◆ TASK TO CARRY OUT ◆
Extract each line of the records below that contains the word "Keep".

##### LISTED RECORDS

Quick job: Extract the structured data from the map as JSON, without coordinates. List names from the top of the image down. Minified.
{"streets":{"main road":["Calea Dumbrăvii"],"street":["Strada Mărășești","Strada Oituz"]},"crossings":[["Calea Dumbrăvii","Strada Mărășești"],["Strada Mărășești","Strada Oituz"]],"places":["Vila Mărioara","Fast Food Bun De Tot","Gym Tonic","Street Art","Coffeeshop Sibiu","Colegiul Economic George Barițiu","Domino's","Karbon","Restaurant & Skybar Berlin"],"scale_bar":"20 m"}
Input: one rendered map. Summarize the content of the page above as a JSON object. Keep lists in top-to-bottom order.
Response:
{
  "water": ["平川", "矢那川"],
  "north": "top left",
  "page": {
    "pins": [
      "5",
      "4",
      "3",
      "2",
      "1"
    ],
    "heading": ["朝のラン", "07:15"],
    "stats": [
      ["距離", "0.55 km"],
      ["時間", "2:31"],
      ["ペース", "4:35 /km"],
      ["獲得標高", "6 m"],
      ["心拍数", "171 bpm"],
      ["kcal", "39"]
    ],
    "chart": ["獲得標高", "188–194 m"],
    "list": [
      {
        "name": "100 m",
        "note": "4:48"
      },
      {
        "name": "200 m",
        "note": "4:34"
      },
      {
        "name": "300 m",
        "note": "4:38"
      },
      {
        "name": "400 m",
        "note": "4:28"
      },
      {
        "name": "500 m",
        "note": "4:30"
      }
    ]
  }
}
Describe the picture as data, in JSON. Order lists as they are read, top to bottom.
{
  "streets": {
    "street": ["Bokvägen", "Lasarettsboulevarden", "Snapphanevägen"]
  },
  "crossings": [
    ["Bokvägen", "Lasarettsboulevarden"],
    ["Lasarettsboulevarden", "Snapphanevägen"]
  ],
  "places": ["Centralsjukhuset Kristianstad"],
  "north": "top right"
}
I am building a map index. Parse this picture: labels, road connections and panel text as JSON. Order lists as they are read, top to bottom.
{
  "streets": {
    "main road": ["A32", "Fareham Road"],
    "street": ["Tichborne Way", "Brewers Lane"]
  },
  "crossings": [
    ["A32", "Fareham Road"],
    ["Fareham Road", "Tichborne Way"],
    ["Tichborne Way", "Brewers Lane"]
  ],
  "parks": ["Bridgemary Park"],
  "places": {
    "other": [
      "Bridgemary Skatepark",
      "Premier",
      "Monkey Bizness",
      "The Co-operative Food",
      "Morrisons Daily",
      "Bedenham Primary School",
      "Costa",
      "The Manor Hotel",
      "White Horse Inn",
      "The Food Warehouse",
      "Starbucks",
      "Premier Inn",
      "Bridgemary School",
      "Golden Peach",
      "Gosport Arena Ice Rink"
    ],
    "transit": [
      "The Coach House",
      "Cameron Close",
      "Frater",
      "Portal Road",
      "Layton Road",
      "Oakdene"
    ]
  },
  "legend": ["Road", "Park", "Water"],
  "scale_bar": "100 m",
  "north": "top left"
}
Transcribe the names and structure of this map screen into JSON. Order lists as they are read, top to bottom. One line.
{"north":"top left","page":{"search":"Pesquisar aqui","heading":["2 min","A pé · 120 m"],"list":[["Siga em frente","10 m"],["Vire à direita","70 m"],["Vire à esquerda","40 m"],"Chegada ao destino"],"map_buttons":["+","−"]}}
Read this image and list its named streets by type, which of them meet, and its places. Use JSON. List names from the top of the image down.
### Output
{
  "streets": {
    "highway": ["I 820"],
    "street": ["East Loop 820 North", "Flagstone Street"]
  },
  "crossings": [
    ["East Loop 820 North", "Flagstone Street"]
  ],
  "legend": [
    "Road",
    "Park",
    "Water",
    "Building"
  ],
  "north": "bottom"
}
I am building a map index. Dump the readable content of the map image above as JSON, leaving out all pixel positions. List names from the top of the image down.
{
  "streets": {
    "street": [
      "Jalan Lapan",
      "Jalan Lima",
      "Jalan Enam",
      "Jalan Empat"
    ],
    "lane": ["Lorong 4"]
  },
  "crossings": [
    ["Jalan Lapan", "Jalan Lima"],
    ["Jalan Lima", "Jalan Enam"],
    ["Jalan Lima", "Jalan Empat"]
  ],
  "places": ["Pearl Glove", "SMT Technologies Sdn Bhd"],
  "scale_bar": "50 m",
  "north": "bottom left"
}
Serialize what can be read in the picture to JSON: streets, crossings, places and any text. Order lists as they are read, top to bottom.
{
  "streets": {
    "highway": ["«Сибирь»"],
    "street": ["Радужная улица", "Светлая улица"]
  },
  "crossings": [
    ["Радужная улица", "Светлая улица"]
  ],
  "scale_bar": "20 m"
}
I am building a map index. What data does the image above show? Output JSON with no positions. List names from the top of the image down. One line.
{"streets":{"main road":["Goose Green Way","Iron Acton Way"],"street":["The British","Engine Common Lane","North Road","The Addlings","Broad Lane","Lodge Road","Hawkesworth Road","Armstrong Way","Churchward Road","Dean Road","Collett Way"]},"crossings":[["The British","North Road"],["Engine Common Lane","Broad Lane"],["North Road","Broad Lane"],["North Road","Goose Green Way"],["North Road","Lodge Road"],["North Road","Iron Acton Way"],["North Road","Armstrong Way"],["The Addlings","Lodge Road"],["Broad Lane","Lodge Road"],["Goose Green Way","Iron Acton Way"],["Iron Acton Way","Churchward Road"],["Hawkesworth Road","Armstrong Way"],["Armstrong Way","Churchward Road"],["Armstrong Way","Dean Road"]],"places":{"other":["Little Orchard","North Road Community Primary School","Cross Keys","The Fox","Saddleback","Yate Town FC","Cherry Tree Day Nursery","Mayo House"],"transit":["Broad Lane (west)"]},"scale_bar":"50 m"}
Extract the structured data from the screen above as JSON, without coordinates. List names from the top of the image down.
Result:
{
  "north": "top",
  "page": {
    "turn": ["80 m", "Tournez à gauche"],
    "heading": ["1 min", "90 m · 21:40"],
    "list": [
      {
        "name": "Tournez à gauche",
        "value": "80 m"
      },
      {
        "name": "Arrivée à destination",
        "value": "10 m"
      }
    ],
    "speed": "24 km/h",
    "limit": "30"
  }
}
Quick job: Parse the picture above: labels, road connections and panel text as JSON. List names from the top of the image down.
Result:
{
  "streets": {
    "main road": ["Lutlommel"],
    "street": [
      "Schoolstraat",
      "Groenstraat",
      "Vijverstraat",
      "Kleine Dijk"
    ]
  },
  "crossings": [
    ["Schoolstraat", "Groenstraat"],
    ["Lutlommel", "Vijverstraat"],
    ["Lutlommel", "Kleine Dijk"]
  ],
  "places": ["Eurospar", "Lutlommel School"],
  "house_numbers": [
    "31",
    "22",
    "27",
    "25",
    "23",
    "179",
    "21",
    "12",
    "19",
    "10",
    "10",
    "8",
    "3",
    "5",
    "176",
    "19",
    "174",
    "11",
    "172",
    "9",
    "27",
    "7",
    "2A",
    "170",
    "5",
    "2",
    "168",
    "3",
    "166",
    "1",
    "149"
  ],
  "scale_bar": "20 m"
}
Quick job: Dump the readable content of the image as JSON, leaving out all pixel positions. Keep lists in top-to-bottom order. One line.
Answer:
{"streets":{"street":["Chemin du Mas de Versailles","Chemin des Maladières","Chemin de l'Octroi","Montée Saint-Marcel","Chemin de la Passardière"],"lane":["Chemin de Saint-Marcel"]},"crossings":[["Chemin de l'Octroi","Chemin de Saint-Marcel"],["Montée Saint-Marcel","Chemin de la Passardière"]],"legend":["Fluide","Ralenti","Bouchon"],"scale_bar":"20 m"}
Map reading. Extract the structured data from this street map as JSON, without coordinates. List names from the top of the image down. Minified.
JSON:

##########

◆ RESPONSE BOX ◆
Input: one rendered map. Summarize the content of the page above as a JSON object. Keep lists in top-to-bottom order.
Quick job: Dump the readable content of the image as JSON, leaving out all pixel positions. Keep lists in top-to-bottom order. One line.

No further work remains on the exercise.